Eric Gisin at Mortice Kern Systems writes:
>
>How come I can't find a compiler that generates correct
>code for pointer subtraction in C on 8086s?
>Neither Turbo, Microsoft, or Watcom do it right.
>Here's an example:
>
>struct six {
>	int i[3];		/* six bytes, at least for MSC (comment by C.P.) */
>};
>
>int diff(struct six far* p, struct six far* q) {
>  	return p - q;
>}
>
>main(void) {
>	struct six s[1];
>	printf("%d\n", diff(s+10000, s));	/* 10000 */
>	printf("%d\n", diff(s, s+100));		/* -100 */
>}
>
>All of the compilers I tried computed a 16 bit difference,
>then sign extended it before dividing.
>This does not work if the pointers differ by more than 32K.

(NOTE CRITICAL POINT FOR ERIC'S COMPLAINT:  the difference between s and
s+10000 is 60,000 bytes - easily less that the 64K segment limit)

Then I (Carl Paukstis) pick a nit and respond:

>Of course, the code you posted is NOT legal, since the two pointers in the
>example *do not* point inside the same object.  You have verified that the
>incorrect code is generated when you IN FACT declare "struct six s[10000]"?
>If so, it's a bona-fide bug.  But if it won't work with your example, the
>worst conclusion you can directly draw is that your example is "not 
>conformant".

And Eric (thoroughly frustrated by Intel architecture by now) responds:

>Summary: Oh my god
>
>No, I DO NOT have to verify that it still generates incorrect code
>when I declare "s" as s[10000]. "diff" is a global function,
>and could be called from another module with a legal object.
>A compiler with a dumb linker cannot generate 
>code for diff depending on how it is called in than module.

OK, I admit, I was picking a nit.  I stand by my original comment, but please
note that I wasn't claiming that it DID work, only that Eric's posted
code didn't PROVE it didn't work.

(In fact, of course, it does NOT work, even if one defines s[10000])

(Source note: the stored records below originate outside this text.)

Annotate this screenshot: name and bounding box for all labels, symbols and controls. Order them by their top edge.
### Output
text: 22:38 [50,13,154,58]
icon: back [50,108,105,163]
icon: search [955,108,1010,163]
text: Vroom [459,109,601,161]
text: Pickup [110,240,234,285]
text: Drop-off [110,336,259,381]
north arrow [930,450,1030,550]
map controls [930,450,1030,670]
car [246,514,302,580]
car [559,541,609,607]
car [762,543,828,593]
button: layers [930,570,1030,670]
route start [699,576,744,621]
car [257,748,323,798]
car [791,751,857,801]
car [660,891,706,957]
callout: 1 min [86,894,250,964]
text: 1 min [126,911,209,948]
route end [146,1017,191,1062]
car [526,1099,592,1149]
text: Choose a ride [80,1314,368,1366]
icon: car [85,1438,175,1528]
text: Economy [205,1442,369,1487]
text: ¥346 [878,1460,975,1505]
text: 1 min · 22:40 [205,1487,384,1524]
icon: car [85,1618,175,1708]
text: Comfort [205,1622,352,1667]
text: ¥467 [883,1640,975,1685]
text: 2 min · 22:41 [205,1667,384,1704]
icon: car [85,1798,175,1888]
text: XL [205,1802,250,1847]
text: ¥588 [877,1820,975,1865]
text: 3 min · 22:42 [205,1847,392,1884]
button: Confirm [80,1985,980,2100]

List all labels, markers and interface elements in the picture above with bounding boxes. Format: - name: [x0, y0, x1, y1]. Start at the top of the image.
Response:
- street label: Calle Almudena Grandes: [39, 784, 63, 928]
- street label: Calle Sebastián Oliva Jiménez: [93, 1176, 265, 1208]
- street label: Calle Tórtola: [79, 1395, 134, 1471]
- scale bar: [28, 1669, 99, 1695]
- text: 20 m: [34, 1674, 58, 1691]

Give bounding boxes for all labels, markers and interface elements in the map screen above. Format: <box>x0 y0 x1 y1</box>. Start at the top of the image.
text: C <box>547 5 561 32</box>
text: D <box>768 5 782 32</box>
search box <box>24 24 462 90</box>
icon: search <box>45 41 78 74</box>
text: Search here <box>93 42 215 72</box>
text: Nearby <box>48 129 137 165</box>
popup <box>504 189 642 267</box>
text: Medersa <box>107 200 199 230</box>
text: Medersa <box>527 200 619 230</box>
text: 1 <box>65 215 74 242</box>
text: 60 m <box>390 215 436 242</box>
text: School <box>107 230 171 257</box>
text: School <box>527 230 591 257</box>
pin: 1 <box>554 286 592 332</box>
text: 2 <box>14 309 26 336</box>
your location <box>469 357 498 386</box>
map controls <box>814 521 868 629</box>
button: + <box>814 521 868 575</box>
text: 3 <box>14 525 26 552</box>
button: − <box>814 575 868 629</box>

Anyway, I got interested and did some actual research (who, me? find facts 
before I post? nontraditional for me, I admit) with Microsoft C 5.1.  I even
went so far as to read the manual.  In chapter 6 (Working With Memory
Models) of the _Microsoft C Optimizing Compiler User's Guide_, I find
table 6.1 (Addressing of Code and Data Declared with near, far, and
huge).  The row for "far", column for "Pointer Arithmetic", says "Uses
16 bits".  Hmmm. This is consistent with Eric's results, if a tad
ambiguous - they only use 16 bits for ALL the arithmetic, including the
(required) signedness of the address difference.

I also find in section 6.3.5 (Creating Huge-Model Programs), the
following paragraph:

"Similarly, the C language defines the result of subtracting two
pointers as an _int_ value.  When subtracting two huge pointers,
however, the result may be a _long int_ value.  The Microsoft C
Optimizing Compiler ggives the correct result when a type cast like the
following is used:
    (long)(huge_ptr1 - huge_ptr2)"

So, I altered the "diff()" function as follows:

long diff(struct six huge* p, struct six huge* q) {
  	return (long)(p - q);
}

(and changed the printf() format specs to "%ld")

and left the rest of the program exactly as given in the original post.
No great surprise, it works fine.  Compile with any memory model
{small|medium|compact|large|huge} and it still works.  Split the code so
that diff() is defined in a different source file (but put a 
prototype declaration in the file with main()) and it still works.  The
prototype gets arguments promoted to a type in which MSC is capable of
doing correct pointer subtraction.  The cast of the return type is
apparently necessary for subtracting "huge" pointers - even in "huge"
model.  If one removes the model designators (far or huge) from the
prototype for diff() and compiles in "huge" model, it is still necessary
to cast and return a long.  My code presented above seems a complete and
fairly non-intrusive solution; it works for any compilation memory model.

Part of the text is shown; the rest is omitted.